YOUR INSTRUCTIONS
Scan the records below for the word "buttons". Copy each line where it appears.

SUPPLIED DATA

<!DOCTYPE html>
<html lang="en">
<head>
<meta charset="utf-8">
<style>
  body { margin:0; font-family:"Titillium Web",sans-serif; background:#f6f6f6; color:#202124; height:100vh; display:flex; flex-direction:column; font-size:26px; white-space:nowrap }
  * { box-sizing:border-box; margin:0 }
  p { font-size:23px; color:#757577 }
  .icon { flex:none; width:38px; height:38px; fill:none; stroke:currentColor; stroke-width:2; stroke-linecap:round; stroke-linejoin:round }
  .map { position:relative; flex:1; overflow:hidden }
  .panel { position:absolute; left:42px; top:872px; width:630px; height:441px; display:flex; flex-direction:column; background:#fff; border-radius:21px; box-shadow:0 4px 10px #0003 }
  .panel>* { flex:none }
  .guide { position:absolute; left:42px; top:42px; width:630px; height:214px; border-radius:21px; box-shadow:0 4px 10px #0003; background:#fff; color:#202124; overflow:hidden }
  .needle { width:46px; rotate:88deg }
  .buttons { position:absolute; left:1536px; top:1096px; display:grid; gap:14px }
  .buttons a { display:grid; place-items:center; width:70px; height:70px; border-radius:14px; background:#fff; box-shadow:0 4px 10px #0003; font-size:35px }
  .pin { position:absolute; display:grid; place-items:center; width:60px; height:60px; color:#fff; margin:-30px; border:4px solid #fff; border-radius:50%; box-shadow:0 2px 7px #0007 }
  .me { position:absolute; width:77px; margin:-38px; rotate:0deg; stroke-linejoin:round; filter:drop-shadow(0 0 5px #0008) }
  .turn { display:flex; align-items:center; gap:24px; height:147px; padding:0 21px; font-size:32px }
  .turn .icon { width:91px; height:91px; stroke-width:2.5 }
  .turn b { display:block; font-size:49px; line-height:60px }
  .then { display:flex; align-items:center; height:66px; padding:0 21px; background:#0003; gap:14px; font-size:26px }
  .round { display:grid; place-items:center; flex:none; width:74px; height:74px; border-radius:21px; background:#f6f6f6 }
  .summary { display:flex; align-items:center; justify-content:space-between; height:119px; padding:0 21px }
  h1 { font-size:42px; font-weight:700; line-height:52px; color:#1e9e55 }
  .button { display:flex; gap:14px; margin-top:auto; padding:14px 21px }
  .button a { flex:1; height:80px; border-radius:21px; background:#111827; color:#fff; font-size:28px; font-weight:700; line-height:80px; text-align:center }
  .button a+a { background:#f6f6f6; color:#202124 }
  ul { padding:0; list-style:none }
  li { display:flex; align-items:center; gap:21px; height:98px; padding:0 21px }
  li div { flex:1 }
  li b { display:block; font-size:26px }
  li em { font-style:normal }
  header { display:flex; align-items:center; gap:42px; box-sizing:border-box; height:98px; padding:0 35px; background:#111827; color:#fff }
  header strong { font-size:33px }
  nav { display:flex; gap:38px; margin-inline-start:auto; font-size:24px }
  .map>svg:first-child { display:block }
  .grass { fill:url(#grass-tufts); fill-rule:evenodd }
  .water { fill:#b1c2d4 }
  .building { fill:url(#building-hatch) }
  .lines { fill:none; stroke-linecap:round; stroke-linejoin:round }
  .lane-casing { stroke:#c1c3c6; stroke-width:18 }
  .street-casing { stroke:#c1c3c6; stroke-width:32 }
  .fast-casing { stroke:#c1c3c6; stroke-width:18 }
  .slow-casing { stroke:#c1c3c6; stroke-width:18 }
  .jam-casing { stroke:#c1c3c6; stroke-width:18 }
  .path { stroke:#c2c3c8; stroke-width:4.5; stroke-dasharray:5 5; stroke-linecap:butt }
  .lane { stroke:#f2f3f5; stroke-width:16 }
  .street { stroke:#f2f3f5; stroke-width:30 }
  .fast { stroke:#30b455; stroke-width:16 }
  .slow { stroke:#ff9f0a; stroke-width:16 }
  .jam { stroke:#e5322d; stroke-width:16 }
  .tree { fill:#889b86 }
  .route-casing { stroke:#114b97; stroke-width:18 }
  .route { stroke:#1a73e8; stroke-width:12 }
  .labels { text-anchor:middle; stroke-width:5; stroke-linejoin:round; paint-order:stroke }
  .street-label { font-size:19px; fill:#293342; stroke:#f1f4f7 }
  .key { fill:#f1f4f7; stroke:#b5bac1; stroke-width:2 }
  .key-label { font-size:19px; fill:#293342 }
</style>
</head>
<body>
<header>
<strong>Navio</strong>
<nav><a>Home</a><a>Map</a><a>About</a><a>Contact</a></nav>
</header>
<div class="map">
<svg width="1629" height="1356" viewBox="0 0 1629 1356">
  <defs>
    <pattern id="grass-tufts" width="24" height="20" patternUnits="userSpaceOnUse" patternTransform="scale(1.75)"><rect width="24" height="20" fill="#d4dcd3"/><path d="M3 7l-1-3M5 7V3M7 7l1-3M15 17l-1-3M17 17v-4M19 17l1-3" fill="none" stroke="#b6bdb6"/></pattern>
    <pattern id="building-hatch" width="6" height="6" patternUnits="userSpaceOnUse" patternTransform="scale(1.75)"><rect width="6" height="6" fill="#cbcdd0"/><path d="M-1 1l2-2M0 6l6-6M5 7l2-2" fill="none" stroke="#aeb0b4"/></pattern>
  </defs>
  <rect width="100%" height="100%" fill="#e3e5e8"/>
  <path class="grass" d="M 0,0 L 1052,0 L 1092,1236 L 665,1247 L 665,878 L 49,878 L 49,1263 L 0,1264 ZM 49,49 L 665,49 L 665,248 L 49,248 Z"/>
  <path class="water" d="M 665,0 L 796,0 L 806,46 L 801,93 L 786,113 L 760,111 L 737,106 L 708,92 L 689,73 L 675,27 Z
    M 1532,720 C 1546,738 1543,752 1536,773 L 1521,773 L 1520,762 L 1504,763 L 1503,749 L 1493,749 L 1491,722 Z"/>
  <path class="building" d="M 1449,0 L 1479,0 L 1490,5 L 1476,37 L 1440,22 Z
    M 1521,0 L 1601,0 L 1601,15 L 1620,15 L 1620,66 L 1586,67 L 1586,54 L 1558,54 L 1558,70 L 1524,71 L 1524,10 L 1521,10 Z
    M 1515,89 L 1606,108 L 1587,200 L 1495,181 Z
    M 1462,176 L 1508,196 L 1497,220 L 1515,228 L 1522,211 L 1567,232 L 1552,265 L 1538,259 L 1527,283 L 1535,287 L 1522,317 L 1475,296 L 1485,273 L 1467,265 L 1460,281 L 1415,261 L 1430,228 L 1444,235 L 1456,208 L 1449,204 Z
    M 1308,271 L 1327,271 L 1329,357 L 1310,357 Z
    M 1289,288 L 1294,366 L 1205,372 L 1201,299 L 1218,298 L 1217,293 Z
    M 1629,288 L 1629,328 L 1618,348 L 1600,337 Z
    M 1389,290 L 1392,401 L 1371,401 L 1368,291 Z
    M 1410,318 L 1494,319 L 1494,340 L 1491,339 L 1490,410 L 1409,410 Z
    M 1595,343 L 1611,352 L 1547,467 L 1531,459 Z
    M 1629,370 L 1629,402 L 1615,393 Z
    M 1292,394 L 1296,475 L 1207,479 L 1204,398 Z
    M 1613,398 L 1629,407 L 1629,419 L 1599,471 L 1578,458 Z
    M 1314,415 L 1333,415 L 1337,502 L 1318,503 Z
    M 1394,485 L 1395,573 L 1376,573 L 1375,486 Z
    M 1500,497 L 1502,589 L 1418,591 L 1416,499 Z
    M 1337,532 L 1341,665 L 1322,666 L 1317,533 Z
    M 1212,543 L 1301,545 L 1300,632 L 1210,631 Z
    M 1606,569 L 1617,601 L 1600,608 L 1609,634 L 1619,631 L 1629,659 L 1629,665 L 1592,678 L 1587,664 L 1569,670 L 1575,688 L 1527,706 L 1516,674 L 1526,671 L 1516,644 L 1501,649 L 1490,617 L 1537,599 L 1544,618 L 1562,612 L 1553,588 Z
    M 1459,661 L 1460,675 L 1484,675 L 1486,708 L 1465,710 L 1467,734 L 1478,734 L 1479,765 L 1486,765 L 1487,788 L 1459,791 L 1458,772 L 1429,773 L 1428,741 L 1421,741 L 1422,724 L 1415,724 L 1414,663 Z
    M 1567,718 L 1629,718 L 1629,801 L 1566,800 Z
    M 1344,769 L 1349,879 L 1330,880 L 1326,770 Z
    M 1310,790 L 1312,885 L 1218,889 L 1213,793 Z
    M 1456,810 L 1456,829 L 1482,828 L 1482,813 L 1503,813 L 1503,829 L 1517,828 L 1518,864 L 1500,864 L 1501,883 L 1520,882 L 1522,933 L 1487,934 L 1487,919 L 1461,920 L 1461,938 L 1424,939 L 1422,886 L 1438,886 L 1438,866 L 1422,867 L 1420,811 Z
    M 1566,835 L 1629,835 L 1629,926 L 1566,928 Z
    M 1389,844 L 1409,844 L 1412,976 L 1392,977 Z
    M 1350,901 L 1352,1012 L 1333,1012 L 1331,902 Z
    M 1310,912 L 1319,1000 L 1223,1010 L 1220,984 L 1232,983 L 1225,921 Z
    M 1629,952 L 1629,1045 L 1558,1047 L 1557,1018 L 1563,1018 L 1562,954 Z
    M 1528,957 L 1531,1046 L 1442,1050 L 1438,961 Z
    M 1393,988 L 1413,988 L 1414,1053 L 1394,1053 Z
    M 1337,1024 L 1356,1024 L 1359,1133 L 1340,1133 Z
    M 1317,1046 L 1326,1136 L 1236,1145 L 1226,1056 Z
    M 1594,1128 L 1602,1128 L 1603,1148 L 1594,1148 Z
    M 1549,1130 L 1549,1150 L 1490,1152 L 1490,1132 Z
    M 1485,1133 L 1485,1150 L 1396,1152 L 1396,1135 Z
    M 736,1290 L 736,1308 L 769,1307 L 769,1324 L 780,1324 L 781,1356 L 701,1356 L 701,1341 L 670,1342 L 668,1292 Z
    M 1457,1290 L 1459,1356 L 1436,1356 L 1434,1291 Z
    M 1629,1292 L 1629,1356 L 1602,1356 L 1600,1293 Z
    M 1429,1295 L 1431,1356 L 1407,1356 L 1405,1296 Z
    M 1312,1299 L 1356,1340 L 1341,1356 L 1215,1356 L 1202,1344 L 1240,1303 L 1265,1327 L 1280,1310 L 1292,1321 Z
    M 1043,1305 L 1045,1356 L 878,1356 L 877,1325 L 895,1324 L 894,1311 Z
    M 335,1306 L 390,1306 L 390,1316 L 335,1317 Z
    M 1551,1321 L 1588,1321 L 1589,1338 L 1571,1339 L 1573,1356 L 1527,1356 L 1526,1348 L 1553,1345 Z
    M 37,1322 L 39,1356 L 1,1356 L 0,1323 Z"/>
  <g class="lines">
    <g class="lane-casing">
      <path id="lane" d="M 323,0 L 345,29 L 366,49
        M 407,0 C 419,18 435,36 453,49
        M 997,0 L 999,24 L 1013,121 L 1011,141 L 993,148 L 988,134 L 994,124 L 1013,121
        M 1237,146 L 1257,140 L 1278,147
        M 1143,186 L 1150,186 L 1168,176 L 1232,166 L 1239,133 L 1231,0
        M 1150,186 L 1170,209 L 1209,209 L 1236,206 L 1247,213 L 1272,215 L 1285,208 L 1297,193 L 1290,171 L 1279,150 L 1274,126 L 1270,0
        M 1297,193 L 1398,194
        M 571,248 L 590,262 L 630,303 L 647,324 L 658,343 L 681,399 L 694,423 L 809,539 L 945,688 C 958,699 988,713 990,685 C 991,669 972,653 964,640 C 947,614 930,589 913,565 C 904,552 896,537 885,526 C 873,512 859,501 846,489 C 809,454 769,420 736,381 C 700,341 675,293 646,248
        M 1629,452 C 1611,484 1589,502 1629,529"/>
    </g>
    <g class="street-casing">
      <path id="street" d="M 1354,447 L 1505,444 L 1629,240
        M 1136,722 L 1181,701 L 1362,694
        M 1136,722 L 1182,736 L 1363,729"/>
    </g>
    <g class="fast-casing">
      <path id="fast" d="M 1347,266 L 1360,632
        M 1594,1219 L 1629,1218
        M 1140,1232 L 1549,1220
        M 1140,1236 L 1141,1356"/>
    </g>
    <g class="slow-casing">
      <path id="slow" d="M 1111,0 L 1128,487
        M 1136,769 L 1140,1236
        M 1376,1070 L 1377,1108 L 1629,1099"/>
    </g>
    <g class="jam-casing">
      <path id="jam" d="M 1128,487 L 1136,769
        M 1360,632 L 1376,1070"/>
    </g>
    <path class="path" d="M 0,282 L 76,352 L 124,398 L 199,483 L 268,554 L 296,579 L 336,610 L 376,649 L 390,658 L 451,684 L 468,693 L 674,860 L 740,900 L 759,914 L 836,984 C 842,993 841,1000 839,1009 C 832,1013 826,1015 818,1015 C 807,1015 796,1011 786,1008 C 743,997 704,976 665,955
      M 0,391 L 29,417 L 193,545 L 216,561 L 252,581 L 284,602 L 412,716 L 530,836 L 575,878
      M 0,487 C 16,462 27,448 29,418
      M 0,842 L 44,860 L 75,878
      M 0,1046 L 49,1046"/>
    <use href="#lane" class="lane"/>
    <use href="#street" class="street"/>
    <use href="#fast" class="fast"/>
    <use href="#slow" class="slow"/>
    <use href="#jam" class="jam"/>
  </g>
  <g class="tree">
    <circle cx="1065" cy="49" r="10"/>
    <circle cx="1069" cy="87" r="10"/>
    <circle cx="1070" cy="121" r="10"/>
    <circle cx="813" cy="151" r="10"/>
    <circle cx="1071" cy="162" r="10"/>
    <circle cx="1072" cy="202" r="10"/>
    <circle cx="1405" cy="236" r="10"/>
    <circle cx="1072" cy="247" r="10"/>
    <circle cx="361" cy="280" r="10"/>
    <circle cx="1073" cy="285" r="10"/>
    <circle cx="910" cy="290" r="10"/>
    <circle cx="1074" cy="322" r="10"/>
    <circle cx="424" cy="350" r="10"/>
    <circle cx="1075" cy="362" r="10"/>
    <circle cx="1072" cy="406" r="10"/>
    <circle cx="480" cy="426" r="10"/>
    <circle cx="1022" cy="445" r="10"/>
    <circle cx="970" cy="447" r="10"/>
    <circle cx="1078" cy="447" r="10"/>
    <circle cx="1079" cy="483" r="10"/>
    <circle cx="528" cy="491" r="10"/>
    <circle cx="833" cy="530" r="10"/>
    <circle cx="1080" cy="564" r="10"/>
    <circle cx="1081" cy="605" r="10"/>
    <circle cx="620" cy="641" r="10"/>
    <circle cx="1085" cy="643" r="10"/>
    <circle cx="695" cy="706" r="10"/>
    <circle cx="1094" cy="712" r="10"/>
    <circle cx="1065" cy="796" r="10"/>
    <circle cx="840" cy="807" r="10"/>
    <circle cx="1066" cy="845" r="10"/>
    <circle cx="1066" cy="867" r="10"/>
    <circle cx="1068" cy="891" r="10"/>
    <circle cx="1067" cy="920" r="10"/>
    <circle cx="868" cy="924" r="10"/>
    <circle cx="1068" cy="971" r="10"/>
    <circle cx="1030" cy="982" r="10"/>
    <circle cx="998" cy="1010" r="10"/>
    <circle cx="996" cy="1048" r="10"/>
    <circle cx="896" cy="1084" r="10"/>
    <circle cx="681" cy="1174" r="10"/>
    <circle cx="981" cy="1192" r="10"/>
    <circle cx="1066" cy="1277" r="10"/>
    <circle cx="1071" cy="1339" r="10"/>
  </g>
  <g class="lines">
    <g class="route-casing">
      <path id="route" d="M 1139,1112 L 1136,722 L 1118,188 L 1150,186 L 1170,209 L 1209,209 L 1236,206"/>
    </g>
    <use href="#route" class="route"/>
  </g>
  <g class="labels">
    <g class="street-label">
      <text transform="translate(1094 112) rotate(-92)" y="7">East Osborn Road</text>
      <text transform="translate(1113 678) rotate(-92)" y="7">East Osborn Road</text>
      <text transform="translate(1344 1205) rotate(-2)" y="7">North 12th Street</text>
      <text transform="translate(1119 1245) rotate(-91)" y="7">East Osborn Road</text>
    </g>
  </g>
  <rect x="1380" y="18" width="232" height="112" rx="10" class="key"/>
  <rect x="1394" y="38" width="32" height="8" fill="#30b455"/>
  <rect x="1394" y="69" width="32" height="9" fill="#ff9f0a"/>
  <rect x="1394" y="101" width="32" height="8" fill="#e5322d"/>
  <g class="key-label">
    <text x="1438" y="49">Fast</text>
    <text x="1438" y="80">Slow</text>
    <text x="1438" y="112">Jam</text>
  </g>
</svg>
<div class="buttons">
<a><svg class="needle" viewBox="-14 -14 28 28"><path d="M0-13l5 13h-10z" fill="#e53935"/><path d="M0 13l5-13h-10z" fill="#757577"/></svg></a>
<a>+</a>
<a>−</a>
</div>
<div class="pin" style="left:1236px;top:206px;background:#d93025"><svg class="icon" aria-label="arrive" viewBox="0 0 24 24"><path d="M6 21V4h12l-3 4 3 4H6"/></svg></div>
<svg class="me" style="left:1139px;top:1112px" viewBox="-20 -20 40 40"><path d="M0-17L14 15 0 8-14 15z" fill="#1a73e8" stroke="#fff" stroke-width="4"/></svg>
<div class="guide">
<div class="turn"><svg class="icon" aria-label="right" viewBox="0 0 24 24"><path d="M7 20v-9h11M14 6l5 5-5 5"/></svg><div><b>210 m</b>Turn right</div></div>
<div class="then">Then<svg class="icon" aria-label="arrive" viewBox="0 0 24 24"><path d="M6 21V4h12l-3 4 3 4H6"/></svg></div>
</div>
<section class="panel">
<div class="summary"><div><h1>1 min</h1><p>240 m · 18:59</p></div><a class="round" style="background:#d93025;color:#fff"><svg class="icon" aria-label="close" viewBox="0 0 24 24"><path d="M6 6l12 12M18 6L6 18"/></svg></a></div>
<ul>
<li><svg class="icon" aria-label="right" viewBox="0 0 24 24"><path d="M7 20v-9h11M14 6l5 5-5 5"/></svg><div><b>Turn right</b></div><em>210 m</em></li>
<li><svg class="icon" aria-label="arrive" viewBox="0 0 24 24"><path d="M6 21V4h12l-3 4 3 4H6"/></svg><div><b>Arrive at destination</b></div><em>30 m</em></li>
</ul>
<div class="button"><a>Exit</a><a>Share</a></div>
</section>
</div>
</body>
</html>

OUTPUT FOR THIS EXERCISE
  .buttons { position:absolute; left:1536px; top:1096px; display:grid; gap:14px }
  .buttons a { display:grid; place-items:center; width:70px; height:70px; border-radius:14px; background:#fff; box-shadow:0 4px 10px #0003; font-size:35px }
<div class="buttons">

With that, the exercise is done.